● **PROBLEM**
After going through the data below, state how many lines contain "serif", and nothing else.

● **TASK MATERIAL**
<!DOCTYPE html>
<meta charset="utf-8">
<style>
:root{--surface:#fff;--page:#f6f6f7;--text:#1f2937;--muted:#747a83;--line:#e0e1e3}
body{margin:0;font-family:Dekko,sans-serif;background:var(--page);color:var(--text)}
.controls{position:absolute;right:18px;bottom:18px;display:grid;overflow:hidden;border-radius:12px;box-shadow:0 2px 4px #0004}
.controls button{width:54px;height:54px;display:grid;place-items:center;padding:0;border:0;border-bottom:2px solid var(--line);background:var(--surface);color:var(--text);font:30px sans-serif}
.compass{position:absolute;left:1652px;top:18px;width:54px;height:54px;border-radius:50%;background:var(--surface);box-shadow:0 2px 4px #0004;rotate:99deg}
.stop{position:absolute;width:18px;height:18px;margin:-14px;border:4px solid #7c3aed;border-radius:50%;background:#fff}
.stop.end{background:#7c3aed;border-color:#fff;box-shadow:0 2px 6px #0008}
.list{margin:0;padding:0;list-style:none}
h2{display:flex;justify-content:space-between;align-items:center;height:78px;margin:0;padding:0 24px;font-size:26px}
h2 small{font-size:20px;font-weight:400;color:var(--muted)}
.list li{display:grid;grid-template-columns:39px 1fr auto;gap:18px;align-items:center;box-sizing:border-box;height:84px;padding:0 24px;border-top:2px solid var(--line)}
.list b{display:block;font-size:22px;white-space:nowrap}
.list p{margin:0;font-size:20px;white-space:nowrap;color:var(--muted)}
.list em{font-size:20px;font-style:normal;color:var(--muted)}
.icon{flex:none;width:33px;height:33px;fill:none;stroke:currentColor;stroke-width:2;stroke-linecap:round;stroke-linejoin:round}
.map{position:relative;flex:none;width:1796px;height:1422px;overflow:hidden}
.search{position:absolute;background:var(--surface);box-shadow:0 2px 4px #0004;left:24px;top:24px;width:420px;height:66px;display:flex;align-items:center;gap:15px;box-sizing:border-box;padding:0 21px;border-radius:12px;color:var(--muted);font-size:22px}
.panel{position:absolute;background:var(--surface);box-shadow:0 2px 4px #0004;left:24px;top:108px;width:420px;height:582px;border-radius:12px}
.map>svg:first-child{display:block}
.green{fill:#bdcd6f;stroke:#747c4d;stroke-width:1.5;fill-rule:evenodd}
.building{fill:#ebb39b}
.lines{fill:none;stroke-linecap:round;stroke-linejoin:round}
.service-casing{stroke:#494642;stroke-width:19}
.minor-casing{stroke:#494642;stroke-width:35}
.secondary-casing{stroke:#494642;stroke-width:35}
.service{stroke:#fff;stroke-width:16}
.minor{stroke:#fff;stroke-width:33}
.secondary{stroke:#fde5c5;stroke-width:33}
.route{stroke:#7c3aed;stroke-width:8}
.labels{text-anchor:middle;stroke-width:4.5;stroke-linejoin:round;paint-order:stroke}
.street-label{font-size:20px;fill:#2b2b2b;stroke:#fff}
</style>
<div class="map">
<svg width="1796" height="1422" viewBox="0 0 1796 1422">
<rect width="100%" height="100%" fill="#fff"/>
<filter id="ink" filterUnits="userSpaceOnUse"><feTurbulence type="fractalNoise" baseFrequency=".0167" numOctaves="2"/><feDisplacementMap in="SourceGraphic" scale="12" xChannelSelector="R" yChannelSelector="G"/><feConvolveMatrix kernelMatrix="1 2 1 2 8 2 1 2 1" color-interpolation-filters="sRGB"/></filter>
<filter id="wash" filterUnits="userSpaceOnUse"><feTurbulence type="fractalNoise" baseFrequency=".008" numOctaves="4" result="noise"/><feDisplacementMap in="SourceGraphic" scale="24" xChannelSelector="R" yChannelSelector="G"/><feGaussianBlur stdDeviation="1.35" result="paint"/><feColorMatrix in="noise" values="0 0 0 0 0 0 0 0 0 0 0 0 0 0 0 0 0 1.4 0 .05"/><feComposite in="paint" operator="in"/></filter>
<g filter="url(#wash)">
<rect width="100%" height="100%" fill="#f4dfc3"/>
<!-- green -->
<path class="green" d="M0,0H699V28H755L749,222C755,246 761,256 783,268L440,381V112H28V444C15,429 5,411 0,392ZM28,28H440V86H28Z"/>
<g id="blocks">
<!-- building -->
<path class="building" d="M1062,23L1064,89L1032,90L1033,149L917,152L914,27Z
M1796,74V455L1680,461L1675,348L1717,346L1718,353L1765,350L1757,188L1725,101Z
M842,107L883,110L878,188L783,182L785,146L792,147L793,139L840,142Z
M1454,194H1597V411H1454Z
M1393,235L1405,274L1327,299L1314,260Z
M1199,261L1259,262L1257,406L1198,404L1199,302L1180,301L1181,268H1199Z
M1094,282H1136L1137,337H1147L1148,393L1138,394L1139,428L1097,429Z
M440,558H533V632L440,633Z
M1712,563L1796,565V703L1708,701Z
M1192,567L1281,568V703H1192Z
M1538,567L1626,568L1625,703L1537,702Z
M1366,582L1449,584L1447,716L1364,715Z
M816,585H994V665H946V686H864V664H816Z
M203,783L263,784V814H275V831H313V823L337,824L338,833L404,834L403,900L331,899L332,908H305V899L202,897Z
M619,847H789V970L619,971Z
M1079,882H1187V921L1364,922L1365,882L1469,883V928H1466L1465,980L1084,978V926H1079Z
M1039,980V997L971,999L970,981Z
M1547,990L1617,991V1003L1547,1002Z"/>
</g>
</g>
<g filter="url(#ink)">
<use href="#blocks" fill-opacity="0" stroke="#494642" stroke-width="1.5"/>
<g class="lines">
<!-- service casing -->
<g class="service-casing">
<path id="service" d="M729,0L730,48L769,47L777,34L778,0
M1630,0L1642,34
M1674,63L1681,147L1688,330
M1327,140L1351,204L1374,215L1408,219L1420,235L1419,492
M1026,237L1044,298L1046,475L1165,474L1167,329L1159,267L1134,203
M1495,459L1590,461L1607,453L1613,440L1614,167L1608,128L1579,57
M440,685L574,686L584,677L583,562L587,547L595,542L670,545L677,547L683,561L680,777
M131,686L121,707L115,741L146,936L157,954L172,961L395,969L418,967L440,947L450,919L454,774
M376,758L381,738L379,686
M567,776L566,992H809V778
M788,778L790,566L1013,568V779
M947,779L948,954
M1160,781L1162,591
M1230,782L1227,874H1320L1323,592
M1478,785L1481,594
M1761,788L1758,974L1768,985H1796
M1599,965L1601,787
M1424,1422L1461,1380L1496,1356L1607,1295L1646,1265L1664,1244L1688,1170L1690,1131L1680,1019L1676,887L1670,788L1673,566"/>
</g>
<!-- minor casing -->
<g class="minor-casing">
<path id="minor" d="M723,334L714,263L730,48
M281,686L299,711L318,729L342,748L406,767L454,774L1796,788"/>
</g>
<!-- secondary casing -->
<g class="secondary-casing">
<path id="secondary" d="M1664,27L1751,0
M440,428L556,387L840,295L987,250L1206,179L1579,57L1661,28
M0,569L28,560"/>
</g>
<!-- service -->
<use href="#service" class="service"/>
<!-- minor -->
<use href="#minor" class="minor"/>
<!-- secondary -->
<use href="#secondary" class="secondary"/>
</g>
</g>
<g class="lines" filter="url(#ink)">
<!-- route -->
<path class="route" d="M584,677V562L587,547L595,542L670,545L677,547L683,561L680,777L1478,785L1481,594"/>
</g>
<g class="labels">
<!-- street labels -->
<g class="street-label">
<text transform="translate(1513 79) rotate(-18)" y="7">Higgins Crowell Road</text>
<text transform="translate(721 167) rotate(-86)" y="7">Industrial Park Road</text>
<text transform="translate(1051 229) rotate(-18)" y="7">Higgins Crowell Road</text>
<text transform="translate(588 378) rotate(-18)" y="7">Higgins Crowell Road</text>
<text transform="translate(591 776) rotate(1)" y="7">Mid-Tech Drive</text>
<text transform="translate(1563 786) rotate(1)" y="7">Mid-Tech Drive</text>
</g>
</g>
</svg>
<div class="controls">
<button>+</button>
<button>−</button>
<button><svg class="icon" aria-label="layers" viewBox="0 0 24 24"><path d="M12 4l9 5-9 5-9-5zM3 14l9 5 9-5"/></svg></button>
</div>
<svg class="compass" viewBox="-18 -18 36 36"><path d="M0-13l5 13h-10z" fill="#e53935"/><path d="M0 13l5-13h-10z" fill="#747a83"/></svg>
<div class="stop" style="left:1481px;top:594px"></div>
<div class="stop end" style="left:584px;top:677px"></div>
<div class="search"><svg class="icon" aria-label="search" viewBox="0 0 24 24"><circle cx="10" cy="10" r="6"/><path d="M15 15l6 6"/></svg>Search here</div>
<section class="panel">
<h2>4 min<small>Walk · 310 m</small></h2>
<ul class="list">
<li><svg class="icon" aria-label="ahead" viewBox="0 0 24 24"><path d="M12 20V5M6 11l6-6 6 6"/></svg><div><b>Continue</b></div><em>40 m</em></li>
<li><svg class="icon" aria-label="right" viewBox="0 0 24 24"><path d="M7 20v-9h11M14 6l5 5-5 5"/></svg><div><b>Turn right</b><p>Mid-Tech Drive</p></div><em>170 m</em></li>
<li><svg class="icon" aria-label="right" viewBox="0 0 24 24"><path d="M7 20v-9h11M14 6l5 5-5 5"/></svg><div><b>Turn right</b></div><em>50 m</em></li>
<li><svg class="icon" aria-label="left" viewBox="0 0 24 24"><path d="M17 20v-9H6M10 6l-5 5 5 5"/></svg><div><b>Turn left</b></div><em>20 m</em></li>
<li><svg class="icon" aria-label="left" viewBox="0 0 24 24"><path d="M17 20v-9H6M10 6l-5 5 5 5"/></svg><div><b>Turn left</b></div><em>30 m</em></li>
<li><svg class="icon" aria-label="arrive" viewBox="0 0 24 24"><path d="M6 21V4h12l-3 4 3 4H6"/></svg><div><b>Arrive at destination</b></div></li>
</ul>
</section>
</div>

● **EXERCISE RESULT**
2